Today, Center Stage Music Center is highlighting both the history of jazz in the United States, and its many adaptations across the globe. Jazz, having elemental roots in African musical styles, is commonly recognized as having begun in New Orleans, Louisiana. Specifically, jazz was born in Congo Square (then called Place Publique) - an open space in the Tremé neighborhood, where enslaved Africans were permitted to congregate on Sunday afternoons in 1817. Here, dancing, singing, and markets became commonplace until city authorities shut down the area in 1851.
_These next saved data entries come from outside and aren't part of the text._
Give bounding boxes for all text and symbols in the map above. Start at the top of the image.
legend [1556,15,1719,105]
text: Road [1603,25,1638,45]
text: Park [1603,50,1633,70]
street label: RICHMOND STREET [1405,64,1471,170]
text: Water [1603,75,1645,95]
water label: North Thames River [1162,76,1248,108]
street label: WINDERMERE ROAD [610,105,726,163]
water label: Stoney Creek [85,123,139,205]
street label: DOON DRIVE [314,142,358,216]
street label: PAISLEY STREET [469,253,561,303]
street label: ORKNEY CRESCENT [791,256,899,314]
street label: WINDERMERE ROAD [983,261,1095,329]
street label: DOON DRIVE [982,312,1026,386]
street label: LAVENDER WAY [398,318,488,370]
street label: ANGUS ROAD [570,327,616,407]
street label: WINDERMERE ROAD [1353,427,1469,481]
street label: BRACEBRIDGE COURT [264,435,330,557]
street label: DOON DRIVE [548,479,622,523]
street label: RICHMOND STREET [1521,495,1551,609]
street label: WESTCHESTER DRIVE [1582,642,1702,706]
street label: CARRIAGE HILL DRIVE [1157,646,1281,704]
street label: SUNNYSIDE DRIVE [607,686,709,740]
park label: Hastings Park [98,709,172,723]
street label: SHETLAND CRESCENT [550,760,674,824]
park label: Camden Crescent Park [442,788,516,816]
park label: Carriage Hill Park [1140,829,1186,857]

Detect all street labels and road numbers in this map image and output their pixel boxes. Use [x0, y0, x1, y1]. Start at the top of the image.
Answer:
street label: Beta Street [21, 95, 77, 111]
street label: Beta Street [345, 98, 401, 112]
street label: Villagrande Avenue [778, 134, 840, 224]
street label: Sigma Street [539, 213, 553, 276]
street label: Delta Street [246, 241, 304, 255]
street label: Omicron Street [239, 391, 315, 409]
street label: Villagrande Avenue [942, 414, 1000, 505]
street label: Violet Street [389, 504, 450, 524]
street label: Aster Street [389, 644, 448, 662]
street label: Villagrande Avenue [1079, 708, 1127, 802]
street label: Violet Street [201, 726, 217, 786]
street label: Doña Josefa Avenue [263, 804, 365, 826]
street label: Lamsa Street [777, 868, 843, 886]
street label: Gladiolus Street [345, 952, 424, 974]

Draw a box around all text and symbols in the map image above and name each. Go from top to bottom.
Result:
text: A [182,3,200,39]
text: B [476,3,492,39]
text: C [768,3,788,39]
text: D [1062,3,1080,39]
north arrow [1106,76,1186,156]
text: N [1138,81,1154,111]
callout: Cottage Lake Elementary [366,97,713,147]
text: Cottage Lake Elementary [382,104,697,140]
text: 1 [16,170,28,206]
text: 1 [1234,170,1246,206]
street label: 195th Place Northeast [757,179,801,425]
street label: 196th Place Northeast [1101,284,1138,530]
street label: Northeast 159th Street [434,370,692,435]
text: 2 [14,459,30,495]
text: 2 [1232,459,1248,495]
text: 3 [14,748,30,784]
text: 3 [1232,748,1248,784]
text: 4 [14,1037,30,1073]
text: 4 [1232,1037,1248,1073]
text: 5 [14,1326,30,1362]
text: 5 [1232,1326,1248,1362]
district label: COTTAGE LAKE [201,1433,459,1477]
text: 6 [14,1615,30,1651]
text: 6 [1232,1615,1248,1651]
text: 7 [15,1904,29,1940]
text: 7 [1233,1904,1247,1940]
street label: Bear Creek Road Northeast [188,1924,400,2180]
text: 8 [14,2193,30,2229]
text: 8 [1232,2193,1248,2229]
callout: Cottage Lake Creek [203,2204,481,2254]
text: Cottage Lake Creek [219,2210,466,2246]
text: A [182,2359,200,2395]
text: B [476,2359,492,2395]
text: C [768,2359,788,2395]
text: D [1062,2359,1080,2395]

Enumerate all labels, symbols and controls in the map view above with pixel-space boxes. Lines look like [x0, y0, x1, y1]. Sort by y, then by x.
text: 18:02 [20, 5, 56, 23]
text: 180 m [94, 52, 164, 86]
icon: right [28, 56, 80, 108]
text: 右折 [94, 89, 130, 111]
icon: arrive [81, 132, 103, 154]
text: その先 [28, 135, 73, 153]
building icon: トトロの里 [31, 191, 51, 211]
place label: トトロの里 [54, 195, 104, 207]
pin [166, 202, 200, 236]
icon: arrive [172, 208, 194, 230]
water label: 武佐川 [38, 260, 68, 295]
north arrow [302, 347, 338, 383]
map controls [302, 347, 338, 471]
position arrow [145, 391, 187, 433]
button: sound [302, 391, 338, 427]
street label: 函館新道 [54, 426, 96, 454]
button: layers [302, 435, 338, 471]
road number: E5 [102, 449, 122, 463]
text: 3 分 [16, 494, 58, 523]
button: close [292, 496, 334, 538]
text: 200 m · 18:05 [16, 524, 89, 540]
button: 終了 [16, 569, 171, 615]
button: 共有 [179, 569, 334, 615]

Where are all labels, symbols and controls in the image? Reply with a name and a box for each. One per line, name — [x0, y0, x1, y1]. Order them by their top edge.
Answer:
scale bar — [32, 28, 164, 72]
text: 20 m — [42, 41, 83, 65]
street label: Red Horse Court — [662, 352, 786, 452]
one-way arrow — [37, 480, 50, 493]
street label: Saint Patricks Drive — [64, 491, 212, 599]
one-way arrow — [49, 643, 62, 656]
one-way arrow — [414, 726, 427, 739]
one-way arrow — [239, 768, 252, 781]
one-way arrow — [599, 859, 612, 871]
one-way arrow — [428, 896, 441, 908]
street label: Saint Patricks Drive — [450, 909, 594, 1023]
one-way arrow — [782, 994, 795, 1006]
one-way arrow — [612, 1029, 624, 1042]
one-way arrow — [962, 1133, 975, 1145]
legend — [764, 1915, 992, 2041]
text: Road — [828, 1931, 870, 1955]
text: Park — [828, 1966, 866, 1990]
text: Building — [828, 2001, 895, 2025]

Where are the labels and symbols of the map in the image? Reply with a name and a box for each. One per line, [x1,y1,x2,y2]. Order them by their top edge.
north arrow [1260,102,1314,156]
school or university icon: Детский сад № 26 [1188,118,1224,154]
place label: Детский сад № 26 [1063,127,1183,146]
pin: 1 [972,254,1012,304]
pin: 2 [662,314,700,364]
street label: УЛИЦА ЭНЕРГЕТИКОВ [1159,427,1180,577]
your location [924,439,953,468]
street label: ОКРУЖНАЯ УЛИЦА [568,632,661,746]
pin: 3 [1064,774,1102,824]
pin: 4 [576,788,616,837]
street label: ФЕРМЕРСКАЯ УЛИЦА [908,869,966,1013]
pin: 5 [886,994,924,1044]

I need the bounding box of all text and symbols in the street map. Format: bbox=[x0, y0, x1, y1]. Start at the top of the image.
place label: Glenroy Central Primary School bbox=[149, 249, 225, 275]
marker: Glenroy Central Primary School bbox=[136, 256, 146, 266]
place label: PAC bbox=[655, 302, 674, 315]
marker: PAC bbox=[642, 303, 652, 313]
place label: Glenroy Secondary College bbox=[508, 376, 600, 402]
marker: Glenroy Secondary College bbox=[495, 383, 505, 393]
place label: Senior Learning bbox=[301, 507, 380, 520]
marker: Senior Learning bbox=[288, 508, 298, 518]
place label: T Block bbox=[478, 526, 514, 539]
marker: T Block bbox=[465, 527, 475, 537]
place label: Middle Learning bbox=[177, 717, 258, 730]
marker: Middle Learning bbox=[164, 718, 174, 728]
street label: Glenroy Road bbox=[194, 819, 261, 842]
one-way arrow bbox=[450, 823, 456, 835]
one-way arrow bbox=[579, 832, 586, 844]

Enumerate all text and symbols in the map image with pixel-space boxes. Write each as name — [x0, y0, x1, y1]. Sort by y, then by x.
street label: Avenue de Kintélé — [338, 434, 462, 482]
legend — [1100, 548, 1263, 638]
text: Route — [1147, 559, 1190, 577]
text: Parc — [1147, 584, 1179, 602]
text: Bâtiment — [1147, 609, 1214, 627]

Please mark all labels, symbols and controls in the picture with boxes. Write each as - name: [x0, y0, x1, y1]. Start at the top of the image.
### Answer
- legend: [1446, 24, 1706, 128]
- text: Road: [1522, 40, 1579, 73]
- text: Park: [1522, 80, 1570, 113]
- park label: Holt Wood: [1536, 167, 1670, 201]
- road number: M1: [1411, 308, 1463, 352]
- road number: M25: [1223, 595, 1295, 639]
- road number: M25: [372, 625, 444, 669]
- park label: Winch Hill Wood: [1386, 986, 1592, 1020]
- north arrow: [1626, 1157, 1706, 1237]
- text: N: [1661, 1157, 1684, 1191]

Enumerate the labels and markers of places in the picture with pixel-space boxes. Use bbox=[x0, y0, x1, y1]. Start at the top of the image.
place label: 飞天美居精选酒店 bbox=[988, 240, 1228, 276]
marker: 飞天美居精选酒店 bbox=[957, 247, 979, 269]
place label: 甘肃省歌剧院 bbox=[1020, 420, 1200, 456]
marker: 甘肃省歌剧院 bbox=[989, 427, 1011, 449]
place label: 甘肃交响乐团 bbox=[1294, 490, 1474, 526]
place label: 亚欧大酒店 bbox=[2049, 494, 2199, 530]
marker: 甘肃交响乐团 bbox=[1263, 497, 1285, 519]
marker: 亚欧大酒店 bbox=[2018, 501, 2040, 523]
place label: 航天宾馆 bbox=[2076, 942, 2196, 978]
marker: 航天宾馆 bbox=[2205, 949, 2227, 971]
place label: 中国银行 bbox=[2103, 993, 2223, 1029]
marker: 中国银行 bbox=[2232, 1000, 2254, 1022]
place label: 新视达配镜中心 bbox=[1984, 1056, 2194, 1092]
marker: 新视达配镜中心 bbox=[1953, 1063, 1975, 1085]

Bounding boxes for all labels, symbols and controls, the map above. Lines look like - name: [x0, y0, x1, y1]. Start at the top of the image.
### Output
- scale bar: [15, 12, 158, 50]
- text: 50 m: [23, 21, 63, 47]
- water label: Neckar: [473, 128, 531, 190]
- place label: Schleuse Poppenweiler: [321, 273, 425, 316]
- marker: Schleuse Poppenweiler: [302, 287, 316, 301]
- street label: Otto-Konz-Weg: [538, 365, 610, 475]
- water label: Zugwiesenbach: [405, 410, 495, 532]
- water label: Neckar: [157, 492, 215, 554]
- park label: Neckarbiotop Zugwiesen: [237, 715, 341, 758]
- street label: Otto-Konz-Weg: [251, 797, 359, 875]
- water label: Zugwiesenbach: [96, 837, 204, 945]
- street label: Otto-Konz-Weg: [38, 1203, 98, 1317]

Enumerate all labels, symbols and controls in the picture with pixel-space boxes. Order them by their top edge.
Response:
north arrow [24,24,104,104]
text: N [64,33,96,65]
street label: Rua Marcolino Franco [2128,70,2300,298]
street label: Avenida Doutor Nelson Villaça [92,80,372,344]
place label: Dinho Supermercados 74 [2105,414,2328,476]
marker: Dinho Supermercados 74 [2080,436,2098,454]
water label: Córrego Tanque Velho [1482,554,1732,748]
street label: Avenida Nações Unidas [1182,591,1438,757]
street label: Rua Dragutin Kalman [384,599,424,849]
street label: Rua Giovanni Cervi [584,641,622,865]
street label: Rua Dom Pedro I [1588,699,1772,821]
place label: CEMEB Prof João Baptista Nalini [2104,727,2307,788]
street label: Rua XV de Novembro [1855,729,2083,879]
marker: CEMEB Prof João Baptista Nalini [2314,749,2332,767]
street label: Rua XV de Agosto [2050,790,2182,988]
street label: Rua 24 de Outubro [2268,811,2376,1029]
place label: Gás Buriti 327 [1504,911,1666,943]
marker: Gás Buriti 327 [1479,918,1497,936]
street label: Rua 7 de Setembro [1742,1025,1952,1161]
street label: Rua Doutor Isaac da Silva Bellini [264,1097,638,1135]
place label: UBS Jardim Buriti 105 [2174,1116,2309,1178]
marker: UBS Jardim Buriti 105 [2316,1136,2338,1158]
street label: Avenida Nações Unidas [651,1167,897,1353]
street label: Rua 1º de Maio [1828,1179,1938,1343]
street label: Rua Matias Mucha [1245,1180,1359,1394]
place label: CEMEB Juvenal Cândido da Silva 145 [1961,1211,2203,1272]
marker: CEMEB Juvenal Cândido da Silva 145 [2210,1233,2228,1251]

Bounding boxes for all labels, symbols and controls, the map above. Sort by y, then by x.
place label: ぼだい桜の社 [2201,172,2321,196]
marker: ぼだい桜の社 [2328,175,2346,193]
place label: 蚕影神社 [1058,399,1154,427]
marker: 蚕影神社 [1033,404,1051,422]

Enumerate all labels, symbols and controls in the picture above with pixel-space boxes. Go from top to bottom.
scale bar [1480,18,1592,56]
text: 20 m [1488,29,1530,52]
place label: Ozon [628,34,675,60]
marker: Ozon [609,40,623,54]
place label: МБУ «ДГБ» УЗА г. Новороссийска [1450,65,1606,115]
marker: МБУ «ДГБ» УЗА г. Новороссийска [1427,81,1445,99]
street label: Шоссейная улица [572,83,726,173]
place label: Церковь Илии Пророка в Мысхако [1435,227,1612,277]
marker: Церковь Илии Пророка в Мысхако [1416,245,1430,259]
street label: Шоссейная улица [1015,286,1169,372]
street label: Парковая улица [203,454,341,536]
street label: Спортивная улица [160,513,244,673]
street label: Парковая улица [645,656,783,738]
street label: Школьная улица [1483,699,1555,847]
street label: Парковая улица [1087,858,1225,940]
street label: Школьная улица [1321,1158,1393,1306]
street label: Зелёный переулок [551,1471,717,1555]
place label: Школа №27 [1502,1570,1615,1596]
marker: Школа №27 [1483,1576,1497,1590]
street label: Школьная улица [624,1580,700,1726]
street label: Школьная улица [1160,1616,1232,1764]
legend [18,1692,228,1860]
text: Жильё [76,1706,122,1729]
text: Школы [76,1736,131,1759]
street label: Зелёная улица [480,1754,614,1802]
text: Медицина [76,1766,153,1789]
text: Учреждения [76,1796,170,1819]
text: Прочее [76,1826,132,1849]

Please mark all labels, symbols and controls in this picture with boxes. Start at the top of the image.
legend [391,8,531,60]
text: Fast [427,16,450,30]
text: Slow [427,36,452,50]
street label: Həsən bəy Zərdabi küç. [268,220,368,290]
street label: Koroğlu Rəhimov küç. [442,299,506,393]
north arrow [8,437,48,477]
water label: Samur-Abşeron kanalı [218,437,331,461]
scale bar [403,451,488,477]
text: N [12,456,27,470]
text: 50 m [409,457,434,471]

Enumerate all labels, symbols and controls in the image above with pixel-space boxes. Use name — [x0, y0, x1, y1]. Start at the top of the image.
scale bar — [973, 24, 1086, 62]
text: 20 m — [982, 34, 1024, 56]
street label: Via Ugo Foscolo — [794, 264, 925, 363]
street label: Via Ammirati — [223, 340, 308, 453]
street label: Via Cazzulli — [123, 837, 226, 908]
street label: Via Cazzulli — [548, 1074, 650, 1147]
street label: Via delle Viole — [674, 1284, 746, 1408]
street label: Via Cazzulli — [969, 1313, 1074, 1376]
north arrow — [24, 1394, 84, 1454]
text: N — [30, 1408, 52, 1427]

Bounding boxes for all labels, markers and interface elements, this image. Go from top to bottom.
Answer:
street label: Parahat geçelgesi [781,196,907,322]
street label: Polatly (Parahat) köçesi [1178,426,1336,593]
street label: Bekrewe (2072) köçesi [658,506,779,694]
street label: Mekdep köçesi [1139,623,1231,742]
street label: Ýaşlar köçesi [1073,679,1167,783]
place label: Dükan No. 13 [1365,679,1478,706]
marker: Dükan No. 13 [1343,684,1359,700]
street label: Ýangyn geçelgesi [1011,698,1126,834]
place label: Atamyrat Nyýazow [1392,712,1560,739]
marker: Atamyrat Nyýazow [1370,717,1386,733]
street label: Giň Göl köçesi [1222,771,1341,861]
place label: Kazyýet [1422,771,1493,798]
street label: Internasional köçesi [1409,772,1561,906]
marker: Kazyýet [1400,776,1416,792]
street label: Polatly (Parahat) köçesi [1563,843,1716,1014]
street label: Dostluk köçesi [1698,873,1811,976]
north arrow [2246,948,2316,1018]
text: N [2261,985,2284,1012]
However, it was in Congo Square that the Afro-Cuban rhythm called the habanera spread. (Fun fact: New Orleans has been called the northernmost city in the Caribbean!) In 1923, Joe “King” Oliver and his Creole Jazz Band released records with trumpets and cornets, cementing the iconic jazz style that we know today. Here is a broad overview of how jazz has laid the foundation for many popular genres today - including R&B, Hip-Hop, Rock N’ Roll, and much more.

Internationally, jazz has taken many shapes and forms over the decades since its creation, influenced by local styles, politics, and traditions. These adaptations are often umbrellaed as “ethno-jazz.”

Students may be familiar with the popular 1950s/1960s Bossa Nova genre from Brazil. Characterized as a soft samba, based on “traditional Brazilian music and rhythms, American jazz, and a new style of Portuguese lyrics,” Bossa Nova was immensely popular during its height. In 1964, the American-recorded version of “The Girl from Ipanema” spent 96 weeks on the US Charts, becoming the second most played song in the world (after the Beatles’ “Yesterday”).

NTS Radio presents a great guide to South African jazz here; jazz became a symbol of African identity during South African apartheid. Additionally, here’s a spotlight on some great Ethio-jazz records (Ethiopian jazz); Ethio-jazz blends both traditional Ethiopian music with jazz, especially in its use of melodies with Amharic scales. Prof. E. Taylor Atkins tells NPR that jazz first found a home in Japan through orchestra performers on luxury liners and in hotel lobbies in the 1910s; Japanese jazz can be found here. Armenian jazz is notable for its positioning in Soviet culture and use of folk tradition.

In Egypt, Salah Ragab formed the Cairo Jazz Band and “from the late ‘60s to the early ‘70s, they mastered an original, bombastic style of Middle Eastern swing.” Notable collaborations include Sun Ra and his intergalactic Sun Ra Arkestra. Collected here are select songs from the compilation Egyptian Jazz, recorded in Cairo between 1968 and 1973. Here, Ragab’s style of “blending Black American jazz with Egyptian folklore and Islamic tradition” shines. Many artists today continue this tradition. 

2024’s International Jazz Day’s performances will take place in Tangier, Morocco. Tangier is home to a rich jazz culture - Josephine Baker, Ornette Coleman, Herbie Mann, and Archie Shepp have either spent time in or performed in Tangier. Jazz artists, such as Randy Weston, have also explored the connections between jazz music and Gnawa music (Moroccan religious songs and rhythms).

This International Jazz Day, Center Stage Music Center encourages you to explore jazz music from around the world! Happy listening!